# Problem statement:
From the first line of the entries below through the line bearing "2px #424242) drop-shadow(0", write out each line exactly. Omit pictures.

======== Source material ========

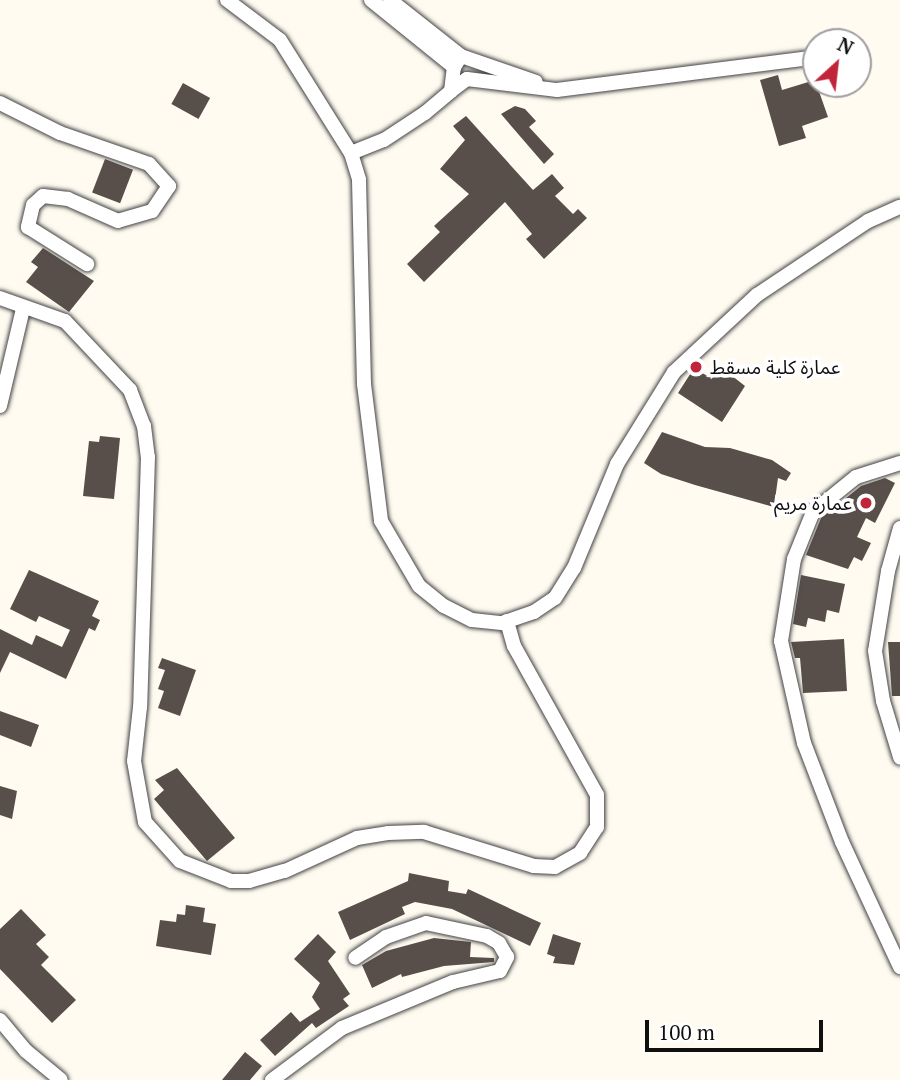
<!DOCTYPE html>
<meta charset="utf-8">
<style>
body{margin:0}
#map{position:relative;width:900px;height:1080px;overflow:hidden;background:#fffbf1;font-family:"PT Serif","Noto Sans Arabic",serif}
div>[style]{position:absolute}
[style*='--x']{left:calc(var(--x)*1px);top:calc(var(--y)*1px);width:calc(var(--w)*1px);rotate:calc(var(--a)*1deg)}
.building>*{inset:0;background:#584f4b;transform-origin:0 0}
.roads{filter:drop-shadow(0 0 2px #424242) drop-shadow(0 0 2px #424242)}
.minor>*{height:14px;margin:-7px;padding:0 7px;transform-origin:7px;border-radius:7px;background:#fff}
.dots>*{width:19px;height:19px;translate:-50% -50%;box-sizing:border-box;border:4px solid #fff;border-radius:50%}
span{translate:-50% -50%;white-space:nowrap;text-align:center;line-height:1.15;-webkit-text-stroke:7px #fff;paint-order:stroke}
.poi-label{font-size:19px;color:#0f0f0f}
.left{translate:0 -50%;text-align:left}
.right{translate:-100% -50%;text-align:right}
.north{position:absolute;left:802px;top:28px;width:70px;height:70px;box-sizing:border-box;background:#fff;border:2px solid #9f9f9f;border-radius:50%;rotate:27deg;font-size:19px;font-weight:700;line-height:28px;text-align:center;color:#0f0f0f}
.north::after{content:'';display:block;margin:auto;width:24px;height:32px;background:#c12539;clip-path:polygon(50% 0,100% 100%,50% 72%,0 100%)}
.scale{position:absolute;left:645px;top:1020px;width:178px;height:32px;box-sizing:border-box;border:4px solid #0f0f0f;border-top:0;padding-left:9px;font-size:21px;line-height:24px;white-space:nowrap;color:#0f0f0f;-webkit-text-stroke:5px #fff;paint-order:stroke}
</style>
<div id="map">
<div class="building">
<div style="clip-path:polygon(778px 75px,782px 90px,815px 80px,828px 117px,802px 126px,806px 138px,779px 146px,760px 80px)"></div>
<div style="left:183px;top:83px;width:31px;height:24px;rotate:29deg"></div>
<div style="clip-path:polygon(515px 106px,525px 109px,536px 121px,529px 127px,554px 154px,544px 164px,501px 114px)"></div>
<div style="clip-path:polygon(466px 116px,533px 190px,552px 174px,564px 188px,555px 196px,573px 214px,578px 209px,587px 218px,544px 259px,526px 239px,532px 234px,505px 202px,424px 282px,407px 264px,440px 232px,434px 226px,469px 194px,440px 169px,465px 140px,453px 126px)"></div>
<div style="left:105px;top:159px;width:30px;height:36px;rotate:21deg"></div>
<div style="clip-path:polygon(43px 248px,94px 281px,69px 312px,26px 282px,38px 267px,31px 262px)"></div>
<div style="clip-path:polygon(717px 364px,745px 386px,722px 422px,678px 393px,694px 368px,709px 377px)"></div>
<div style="clip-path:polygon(662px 432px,705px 447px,730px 448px,772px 460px,791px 473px,786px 481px,778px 478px,774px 507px,695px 485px,661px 474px,644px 463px)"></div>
<div style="clip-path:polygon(100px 436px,120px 438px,114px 499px,83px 496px,89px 441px,99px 442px)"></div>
<div style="clip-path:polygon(885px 478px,895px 483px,875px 523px,866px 518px,857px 537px,871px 543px,862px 561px,854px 557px,848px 569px,806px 555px,821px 518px,861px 486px)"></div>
<div style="clip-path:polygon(29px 570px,99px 601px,92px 616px,100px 620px,95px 631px,89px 628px,66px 679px,10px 652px,0 673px,0 629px,32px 645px,36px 635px,62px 647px,70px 630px,39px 616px,36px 622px,10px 609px)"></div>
<div style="clip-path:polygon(801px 575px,845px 584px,839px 613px,827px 610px,825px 622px,808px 618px,806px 627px,793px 624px)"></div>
<div style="clip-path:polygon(844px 639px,847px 691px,803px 693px,800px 658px,795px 658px,791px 642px)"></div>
<div style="clip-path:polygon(888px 642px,900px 642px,900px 696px,892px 696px)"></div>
<div style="clip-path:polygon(162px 658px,196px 670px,180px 716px,158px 708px,164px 691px,158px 689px,165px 670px,158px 668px)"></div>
<div style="clip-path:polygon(0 711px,39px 725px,31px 747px,0 735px)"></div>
<div style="clip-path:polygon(177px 768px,235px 838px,207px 861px,154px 799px,164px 790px,155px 780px)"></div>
<div style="clip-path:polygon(0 786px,17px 791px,12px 819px,0 815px)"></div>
<div style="clip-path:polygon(409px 873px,449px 881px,448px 891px,466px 894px,468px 889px,541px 923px,530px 946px,452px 909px,415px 902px,402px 907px,405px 914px,350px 940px,338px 912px,408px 881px)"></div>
<div style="clip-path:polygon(186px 905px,205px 908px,203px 922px,216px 924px,211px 955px,156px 946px,160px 920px,176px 922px,177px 914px,185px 915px)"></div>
<div style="clip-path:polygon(21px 909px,46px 935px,36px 944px,49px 957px,41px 965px,76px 1000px,52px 1023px,0 969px,0 929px)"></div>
<div style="clip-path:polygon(318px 934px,336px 952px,328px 961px,350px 994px,343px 999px,349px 1006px,316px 1028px,312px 1023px,275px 1056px,260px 1040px,291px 1012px,300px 1022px,320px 1009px,312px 997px,320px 983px,294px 959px)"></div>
<div style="clip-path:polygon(553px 934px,581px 943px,574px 965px,553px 963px,555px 957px,547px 954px)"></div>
<div style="clip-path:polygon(434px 938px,471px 942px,470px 957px,494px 958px,494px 962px,444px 966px,402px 977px,401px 974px,372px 988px,362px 965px,386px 951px)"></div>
<div style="clip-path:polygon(245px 1052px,262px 1066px,250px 1080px,222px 1080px)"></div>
</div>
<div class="roads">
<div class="minor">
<div style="--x:227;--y:0;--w:66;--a:37"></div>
<div style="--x:280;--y:40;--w:133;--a:57.9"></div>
<div style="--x:351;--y:153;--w:28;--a:73"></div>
<div style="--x:359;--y:180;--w:204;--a:88.6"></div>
<div style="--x:364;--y:384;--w:138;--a:82.9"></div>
<div style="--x:381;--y:521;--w:75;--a:59.7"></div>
<div style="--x:419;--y:586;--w:32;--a:39"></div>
<div style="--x:444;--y:606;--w:31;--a:27"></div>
<div style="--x:472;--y:620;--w:30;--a:6"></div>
<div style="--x:502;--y:623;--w:34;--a:-19"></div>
<div style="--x:534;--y:612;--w:25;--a:-34"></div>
<div style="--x:555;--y:598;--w:36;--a:-58"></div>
<div style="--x:574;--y:568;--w:113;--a:-67.5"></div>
<div style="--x:617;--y:464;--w:108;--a:-58.2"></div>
<div style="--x:674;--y:372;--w:113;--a:-42.9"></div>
<div style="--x:757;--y:295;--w:133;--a:-33.7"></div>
<div style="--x:868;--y:221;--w:35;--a:-24"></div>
<div style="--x:371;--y:0;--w:107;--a:38.9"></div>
<div style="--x:390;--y:0;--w:90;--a:38.3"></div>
<div style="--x:461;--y:56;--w:79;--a:19.1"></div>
<div style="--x:451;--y:91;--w:20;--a:-37"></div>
<div style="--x:467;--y:79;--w:91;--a:7"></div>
<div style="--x:557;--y:90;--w:255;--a:-7.2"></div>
<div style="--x:0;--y:103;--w:67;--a:26.6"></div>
<div style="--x:60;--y:133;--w:94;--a:19.2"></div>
<div style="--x:149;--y:164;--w:30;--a:48"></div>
<div style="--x:169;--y:186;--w:30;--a:124"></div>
<div style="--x:152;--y:211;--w:35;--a:164"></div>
<div style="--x:118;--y:221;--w:55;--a:-156.3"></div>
<div style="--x:68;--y:199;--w:25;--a:-173"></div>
<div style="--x:43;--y:196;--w:13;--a:138"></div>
<div style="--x:33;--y:205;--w:23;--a:103"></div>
<div style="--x:28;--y:227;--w:70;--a:32.1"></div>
<div style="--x:351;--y:153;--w:35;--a:-22"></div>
<div style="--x:384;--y:140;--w:49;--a:-33.4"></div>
<div style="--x:425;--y:113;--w:34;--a:-40"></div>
<div style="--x:451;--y:91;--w:24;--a:-83"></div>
<div style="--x:454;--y:67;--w:13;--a:-58"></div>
<div style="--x:0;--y:298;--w:69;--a:19.5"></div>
<div style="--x:65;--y:321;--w:95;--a:46.7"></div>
<div style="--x:130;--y:390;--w:39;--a:69"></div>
<div style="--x:144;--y:426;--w:31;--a:83"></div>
<div style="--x:148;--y:457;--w:250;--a:91.8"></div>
<div style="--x:140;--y:707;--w:54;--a:96.3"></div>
<div style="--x:134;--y:761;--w:62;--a:79.8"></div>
<div style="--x:145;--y:822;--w:52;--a:48.1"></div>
<div style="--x:180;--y:861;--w:55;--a:21.4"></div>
<div style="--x:231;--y:881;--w:18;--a:0"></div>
<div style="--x:249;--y:881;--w:37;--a:-16"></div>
<div style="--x:285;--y:871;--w:79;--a:-24.6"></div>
<div style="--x:357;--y:838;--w:31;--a:-9"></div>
<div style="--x:388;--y:833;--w:36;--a:-2"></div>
<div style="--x:424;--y:832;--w:115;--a:17.2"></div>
<div style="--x:534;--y:866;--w:21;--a:3"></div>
<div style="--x:555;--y:867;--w:29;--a:-29"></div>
<div style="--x:580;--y:853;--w:31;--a:-57"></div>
<div style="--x:597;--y:827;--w:32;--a:-90"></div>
<div style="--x:597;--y:795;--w:171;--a:-119.1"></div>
<div style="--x:514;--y:646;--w:26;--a:-106"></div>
<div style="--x:0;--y:406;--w:100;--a:-76.7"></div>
<div style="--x:900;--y:463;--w:46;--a:162.3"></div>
<div style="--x:856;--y:477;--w:55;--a:140.9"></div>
<div style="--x:813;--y:512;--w:51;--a:112"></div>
<div style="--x:794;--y:559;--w:83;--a:99"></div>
<div style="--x:781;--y:641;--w:105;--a:77.3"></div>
<div style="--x:804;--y:743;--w:106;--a:69"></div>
<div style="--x:842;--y:842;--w:138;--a:65.1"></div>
<div style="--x:900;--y:528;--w:45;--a:105.6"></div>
<div style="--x:888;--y:571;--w:81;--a:99.2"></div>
<div style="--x:875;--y:651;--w:51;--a:80.9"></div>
<div style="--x:883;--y:701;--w:59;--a:73.1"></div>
<div style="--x:0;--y:1020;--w:40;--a:50"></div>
<div style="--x:26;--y:1051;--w:45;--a:39.6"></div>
<div style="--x:272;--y:1080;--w:87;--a:-36.6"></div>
<div style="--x:342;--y:1028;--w:120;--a:-22.5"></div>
<div style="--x:453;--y:982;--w:48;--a:-13.2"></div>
<div style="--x:500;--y:971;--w:16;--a:-63"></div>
<div style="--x:507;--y:957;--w:16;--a:-120"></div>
<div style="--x:499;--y:943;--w:14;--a:-150"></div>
<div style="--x:487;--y:936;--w:62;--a:-168"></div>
<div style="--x:426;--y:923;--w:42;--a:160.7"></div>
<div style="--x:386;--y:937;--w:37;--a:146"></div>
</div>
</div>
<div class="dots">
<div style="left:696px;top:367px;background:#c12539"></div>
<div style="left:866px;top:503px;background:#c12539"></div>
</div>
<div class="poi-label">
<span class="left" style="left:710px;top:367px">عمارة كلية مسقط</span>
<span class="right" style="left:852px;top:503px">عمارة مريم</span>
</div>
<div class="north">N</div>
<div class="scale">100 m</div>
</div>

========

# Your response:
<!DOCTYPE html>
<meta charset="utf-8">
<style>
body{margin:0}
#map{position:relative;width:900px;height:1080px;overflow:hidden;background:#fffbf1;font-family:"PT Serif","Noto Sans Arabic",serif}
div>[style]{position:absolute}
[style*='--x']{left:calc(var(--x)*1px);top:calc(var(--y)*1px);width:calc(var(--w)*1px);rotate:calc(var(--a)*1deg)}
.building>*{inset:0;background:#584f4b;transform-origin:0 0}
.roads{filter:drop-shadow(0 0 2px #424242) drop-shadow(0 0 2px #424242)}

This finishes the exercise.